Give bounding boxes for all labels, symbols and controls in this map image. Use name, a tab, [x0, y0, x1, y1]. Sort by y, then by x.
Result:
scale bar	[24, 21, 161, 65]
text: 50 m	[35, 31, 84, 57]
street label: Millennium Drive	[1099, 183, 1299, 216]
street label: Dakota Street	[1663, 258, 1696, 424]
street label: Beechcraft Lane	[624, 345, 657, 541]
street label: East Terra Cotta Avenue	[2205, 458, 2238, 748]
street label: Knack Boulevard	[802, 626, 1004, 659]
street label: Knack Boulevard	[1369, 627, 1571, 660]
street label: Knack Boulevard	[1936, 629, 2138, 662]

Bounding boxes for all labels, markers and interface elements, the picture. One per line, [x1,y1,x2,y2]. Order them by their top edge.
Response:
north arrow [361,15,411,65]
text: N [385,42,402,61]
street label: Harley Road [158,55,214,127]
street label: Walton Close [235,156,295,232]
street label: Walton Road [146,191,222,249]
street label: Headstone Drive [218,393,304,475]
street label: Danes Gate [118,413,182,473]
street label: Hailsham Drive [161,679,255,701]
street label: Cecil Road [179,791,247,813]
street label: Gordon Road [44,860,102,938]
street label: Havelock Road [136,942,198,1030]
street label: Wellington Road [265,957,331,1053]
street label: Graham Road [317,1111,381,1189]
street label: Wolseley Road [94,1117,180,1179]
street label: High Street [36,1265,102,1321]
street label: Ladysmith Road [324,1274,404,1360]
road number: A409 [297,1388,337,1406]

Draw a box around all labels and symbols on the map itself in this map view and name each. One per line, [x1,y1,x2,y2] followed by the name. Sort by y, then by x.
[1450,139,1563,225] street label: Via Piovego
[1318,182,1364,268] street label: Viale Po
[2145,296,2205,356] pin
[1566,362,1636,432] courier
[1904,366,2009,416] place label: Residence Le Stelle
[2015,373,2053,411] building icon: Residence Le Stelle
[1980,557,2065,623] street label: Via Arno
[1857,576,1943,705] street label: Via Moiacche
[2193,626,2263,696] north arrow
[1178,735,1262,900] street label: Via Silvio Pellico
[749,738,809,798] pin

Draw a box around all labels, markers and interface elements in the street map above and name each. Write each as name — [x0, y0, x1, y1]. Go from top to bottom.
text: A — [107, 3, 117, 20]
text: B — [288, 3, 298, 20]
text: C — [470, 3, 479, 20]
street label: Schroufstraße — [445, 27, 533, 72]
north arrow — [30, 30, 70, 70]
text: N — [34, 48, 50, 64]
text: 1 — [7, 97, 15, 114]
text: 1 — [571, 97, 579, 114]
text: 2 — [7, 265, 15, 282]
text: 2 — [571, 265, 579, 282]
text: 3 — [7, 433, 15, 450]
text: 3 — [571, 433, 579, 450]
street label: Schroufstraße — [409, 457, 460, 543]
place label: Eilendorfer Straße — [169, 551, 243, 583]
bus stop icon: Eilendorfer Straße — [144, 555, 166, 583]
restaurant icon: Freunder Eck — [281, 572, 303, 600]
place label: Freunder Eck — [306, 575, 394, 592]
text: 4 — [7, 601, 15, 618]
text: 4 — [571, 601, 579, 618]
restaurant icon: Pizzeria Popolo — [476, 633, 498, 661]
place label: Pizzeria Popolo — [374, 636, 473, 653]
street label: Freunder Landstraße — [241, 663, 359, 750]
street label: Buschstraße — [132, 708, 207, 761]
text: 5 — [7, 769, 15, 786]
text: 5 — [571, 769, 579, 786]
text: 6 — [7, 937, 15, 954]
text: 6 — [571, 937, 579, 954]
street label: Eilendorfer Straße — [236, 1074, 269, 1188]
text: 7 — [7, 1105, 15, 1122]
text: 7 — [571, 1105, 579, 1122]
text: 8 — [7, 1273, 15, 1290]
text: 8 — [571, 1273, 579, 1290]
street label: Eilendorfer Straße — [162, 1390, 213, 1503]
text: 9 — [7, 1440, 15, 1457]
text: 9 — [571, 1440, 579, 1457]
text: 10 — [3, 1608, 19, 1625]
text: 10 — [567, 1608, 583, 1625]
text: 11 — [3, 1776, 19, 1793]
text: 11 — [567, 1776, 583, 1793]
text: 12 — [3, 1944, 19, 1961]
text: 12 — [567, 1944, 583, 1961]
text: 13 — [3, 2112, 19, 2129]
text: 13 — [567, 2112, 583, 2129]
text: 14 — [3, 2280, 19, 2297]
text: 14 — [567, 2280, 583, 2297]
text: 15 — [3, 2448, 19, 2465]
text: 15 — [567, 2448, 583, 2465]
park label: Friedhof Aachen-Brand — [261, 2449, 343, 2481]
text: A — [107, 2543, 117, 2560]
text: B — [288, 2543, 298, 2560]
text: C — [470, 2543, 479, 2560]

_What this task involves_
Bring together every line in the entries that holds the string "boxes".

_Response to the exercise_
Give bounding boxes for all labels, symbols and controls in this map image. Use name, a tab, [x0, y0, x1, y1]. Sort by y, then by x.
Bounding boxes for all labels, markers and interface elements, the picture. One per line, [x1,y1,x2,y2]. Order them by their top edge.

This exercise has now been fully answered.